- **What is expected**: Reproduce each record verbatim, images excluded.
Top of Data for this exercise
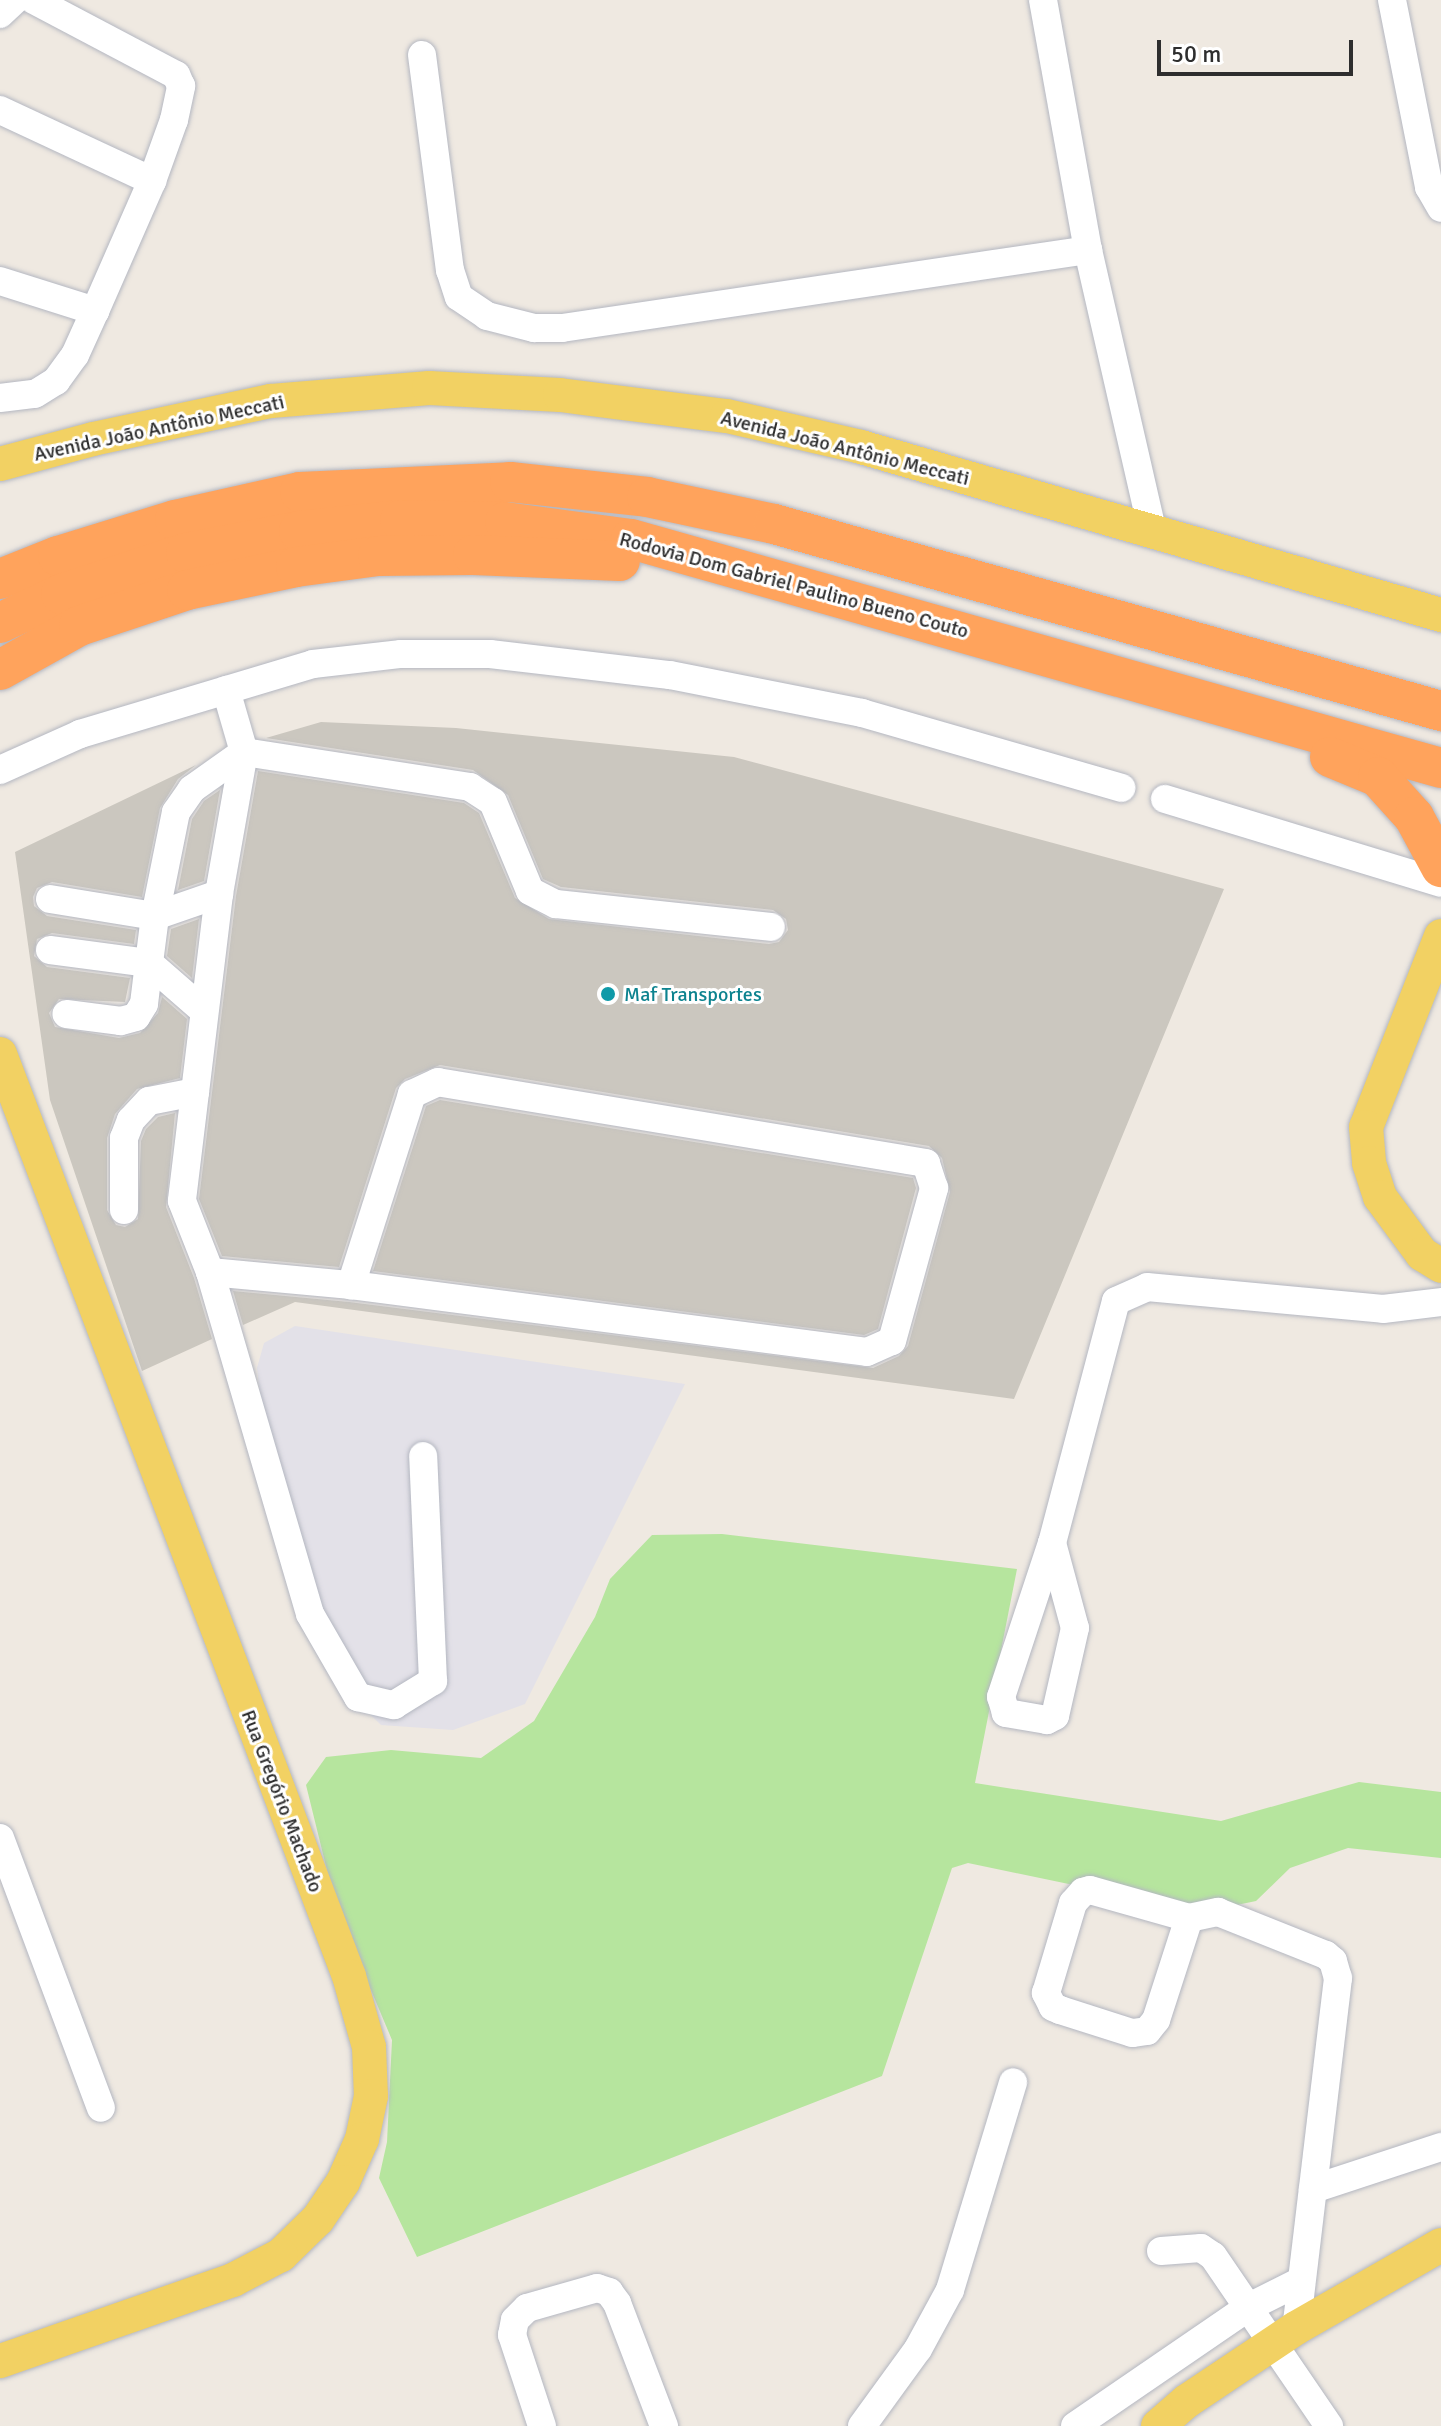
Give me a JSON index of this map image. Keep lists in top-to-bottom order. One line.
{"streets":{"highway":["Rodovia Dom Gabriel Paulino Bueno Couto"],"main road":["Avenida João Antônio Meccati","Rua Gregório Machado"]},"places":["Maf Transportes"],"scale_bar":"50 m"}
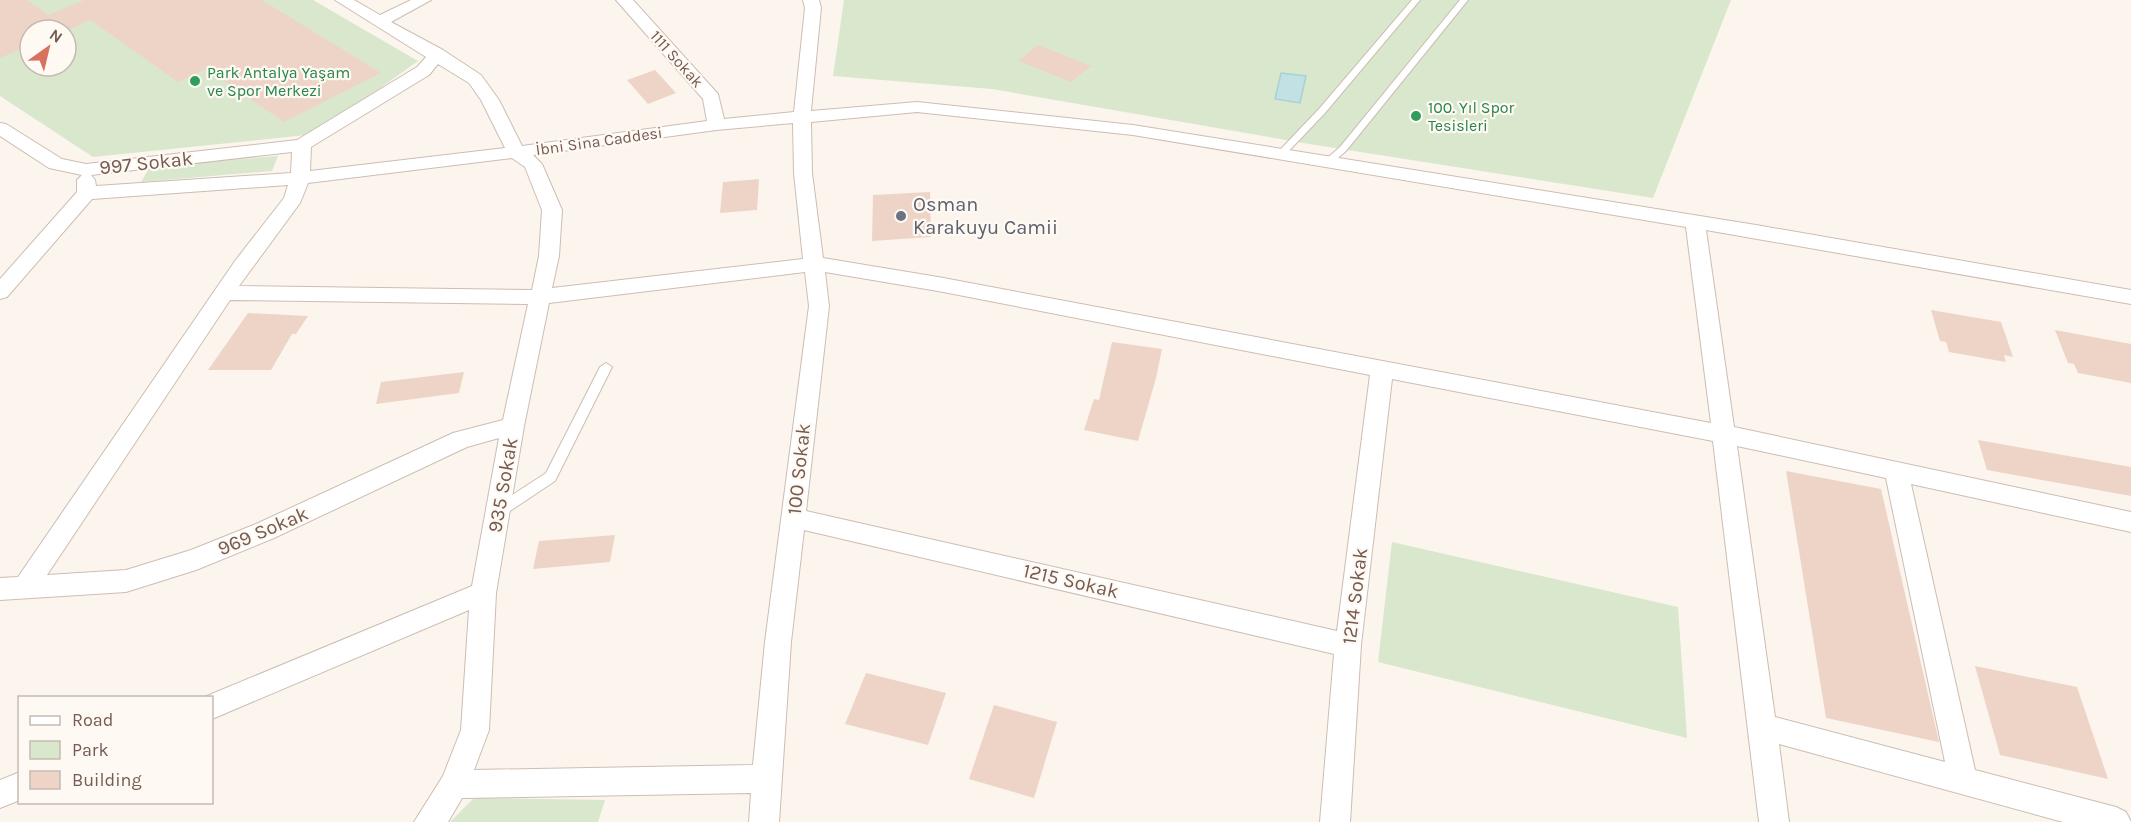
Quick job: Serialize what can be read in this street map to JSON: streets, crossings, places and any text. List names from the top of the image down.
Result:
{
  "streets": {
    "street": [
      "1111 Sokak",
      "İbni Sina Caddesi",
      "997 Sokak",
      "100 Sokak",
      "935 Sokak",
      "969 Sokak",
      "1215 Sokak",
      "1214 Sokak"
    ]
  },
  "crossings": [
    ["1111 Sokak", "İbni Sina Caddesi"],
    ["İbni Sina Caddesi", "100 Sokak"],
    ["İbni Sina Caddesi", "935 Sokak"],
    ["100 Sokak", "1215 Sokak"],
    ["935 Sokak", "969 Sokak"],
    ["1215 Sokak", "1214 Sokak"]
  ],
  "places": ["Park Antalya Yaşam ve Spor Merkezi", "100. Yıl Spor Tesisleri", "Osman Karakuyu Camii"],
  "legend": ["Road", "Park", "Building"],
  "north": "top right"
}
Bottom of Data for this exercise
- **Response area**:
Give me a JSON index of this map image. Keep lists in top-to-bottom order. One line.
{"streets":{"highway":["Rodovia Dom Gabriel Paulino Bueno Couto"],"main road":["Avenida João Antônio Meccati","Rua Gregório Machado"]},"places":["Maf Transportes"],"scale_bar":"50 m"}
Quick job: Serialize what can be read in this street map to JSON: streets, crossings, places and any text. List names from the top of the image down.
Result:
{
  "streets": {
    "street": [
      "1111 Sokak",
      "İbni Sina Caddesi",
      "997 Sokak",
      "100 Sokak",
      "935 Sokak",
      "969 Sokak",
      "1215 Sokak",
      "1214 Sokak"
    ]
  },
  "crossings": [
    ["1111 Sokak", "İbni Sina Caddesi"],
    ["İbni Sina Caddesi", "100 Sokak"],
    ["İbni Sina Caddesi", "935 Sokak"],
    ["100 Sokak", "1215 Sokak"],
    ["935 Sokak", "969 Sokak"],
    ["1215 Sokak", "1214 Sokak"]
  ],
  "places": ["Park Antalya Yaşam ve Spor Merkezi", "100. Yıl Spor Tesisleri", "Osman Karakuyu Camii"],
  "legend": ["Road", "Park", "Building"],
  "north": "top right"
}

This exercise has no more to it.